**Your instructions**
Pictures stay out of the answer, but every line of the material must be restated exactly.

** Dataset content follows **

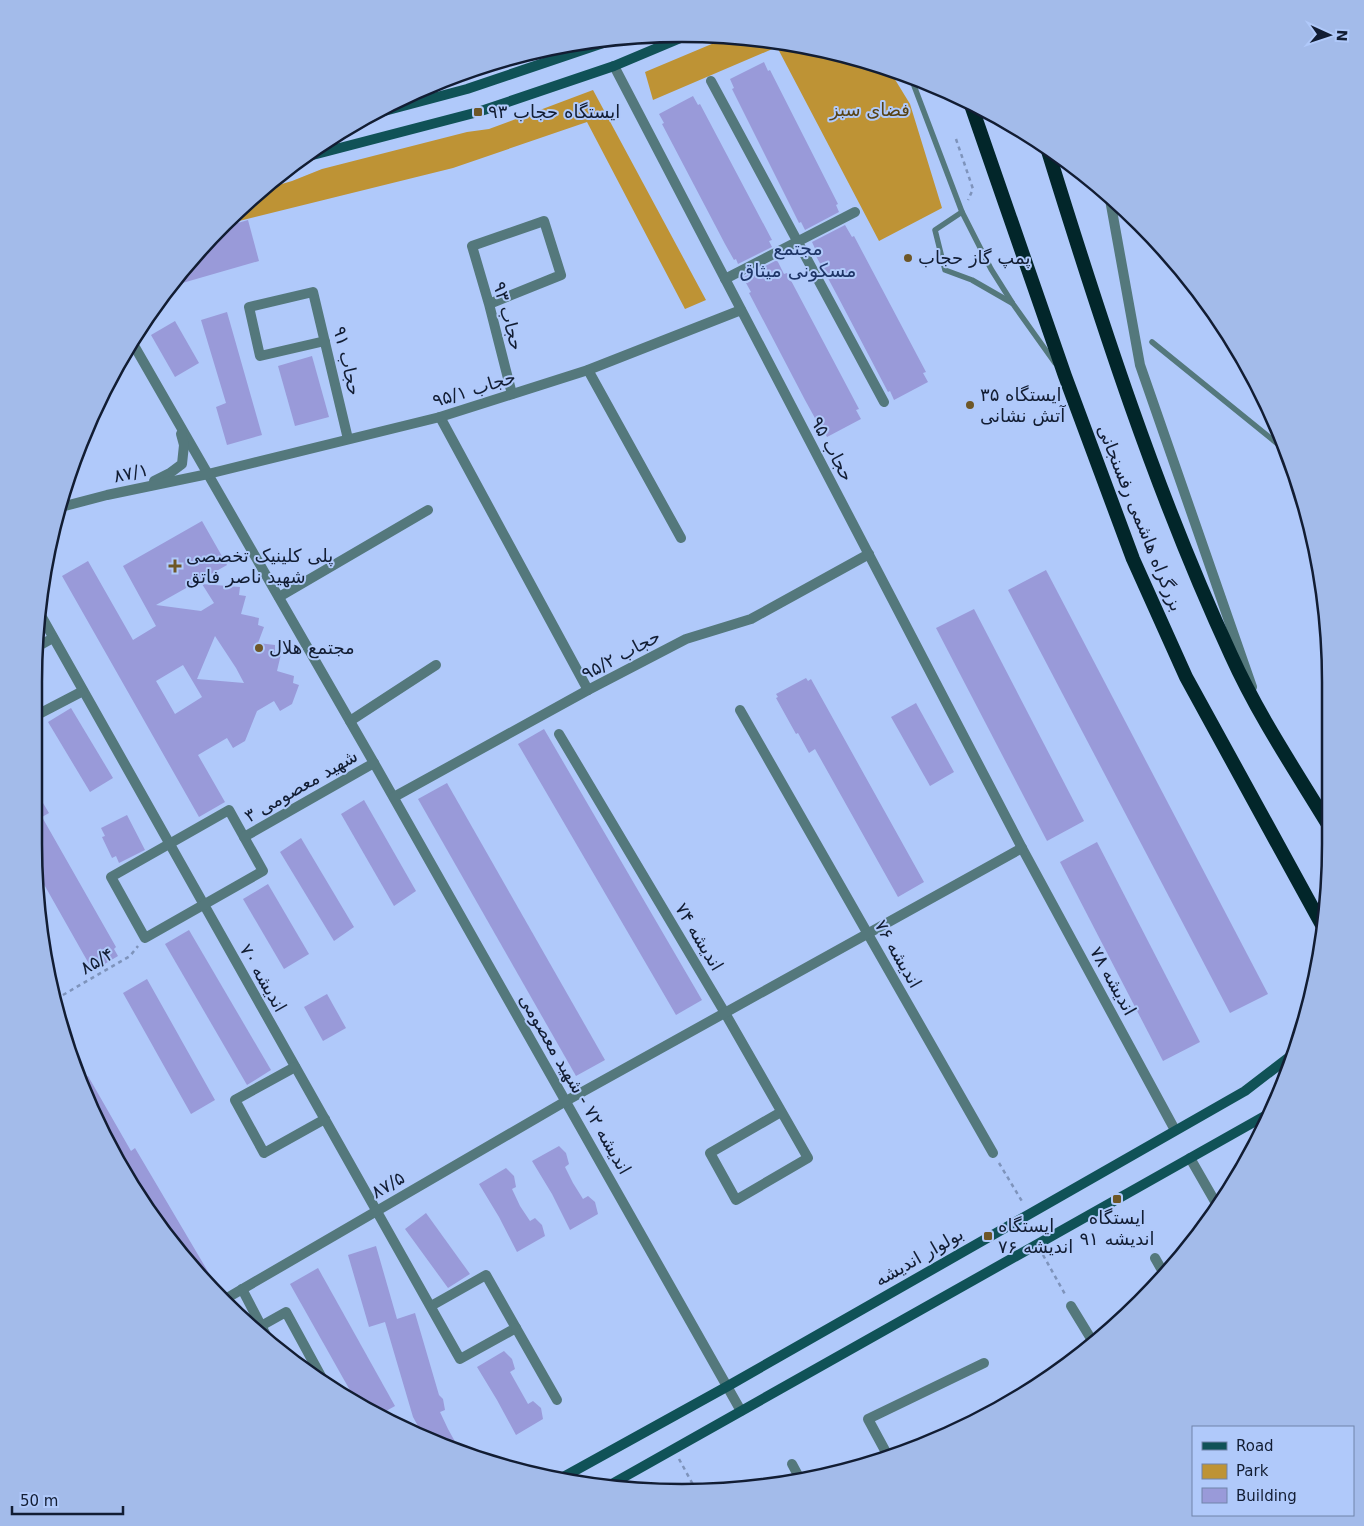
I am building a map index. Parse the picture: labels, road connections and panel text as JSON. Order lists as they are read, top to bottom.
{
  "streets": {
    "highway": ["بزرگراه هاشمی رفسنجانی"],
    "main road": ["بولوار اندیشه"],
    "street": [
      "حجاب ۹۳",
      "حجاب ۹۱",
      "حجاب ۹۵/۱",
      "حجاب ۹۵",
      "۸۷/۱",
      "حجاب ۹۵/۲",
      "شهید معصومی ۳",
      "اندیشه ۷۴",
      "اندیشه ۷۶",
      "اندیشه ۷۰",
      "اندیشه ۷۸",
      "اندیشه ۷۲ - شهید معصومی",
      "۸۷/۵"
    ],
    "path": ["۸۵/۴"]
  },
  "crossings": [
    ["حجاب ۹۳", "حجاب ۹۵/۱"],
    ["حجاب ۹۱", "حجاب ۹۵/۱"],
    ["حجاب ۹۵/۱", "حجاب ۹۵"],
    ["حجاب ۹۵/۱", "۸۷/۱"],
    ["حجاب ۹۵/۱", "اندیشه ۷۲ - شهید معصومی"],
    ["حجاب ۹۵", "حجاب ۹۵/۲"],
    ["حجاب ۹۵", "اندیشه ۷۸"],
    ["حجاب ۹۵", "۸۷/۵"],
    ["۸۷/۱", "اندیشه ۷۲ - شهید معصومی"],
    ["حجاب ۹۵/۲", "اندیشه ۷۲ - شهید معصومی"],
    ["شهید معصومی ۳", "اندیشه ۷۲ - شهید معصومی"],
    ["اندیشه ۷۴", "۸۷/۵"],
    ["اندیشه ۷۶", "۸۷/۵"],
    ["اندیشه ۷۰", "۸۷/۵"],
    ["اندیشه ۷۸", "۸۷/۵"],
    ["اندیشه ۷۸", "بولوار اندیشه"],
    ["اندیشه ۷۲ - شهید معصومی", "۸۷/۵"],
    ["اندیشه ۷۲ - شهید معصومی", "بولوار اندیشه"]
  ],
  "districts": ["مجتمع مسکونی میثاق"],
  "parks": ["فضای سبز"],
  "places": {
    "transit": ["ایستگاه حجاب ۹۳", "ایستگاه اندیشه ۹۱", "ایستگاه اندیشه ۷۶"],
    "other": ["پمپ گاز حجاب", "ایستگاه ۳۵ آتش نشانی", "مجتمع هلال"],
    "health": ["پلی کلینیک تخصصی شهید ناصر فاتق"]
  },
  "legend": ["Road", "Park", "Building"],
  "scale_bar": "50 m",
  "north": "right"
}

** End of Dataset content **

**Task result**
I am building a map index. Parse the picture: labels, road connections and panel text as JSON. Order lists as they are read, top to bottom.
{
  "streets": {
    "highway": ["بزرگراه هاشمی رفسنجانی"],
    "main road": ["بولوار اندیشه"],
    "street": [
      "حجاب ۹۳",
      "حجاب ۹۱",
      "حجاب ۹۵/۱",
      "حجاب ۹۵",
      "۸۷/۱",
      "حجاب ۹۵/۲",
      "شهید معصومی ۳",
      "اندیشه ۷۴",
      "اندیشه ۷۶",
      "اندیشه ۷۰",
      "اندیشه ۷۸",
      "اندیشه ۷۲ - شهید معصومی",
      "۸۷/۵"
    ],
    "path": ["۸۵/۴"]
  },
  "crossings": [
    ["حجاب ۹۳", "حجاب ۹۵/۱"],
    ["حجاب ۹۱", "حجاب ۹۵/۱"],
    ["حجاب ۹۵/۱", "حجاب ۹۵"],
    ["حجاب ۹۵/۱", "۸۷/۱"],
    ["حجاب ۹۵/۱", "اندیشه ۷۲ - شهید معصومی"],
    ["حجاب ۹۵", "حجاب ۹۵/۲"],
    ["حجاب ۹۵", "اندیشه ۷۸"],
    ["حجاب ۹۵", "۸۷/۵"],
    ["۸۷/۱", "اندیشه ۷۲ - شهید معصومی"],
    ["حجاب ۹۵/۲", "اندیشه ۷۲ - شهید معصومی"],
    ["شهید معصومی ۳", "اندیشه ۷۲ - شهید معصومی"],
    ["اندیشه ۷۴", "۸۷/۵"],
    ["اندیشه ۷۶", "۸۷/۵"],
    ["اندیشه ۷۰", "۸۷/۵"],
    ["اندیشه ۷۸", "۸۷/۵"],
    ["اندیشه ۷۸", "بولوار اندیشه"],
    ["اندیشه ۷۲ - شهید معصومی", "۸۷/۵"],
    ["اندیشه ۷۲ - شهید معصومی", "بولوار اندیشه"]
  ],
  "districts": ["مجتمع مسکونی میثاق"],
  "parks": ["فضای سبز"],
  "places": {
    "transit": ["ایستگاه حجاب ۹۳", "ایستگاه اندیشه ۹۱", "ایستگاه اندیشه ۷۶"],
    "other": ["پمپ گاز حجاب", "ایستگاه ۳۵ آتش نشانی", "مجتمع هلال"],
    "health": ["پلی کلینیک تخصصی شهید ناصر فاتق"]
  },
  "legend": ["Road", "Park", "Building"],
  "scale_bar": "50 m",
  "north": "right"
}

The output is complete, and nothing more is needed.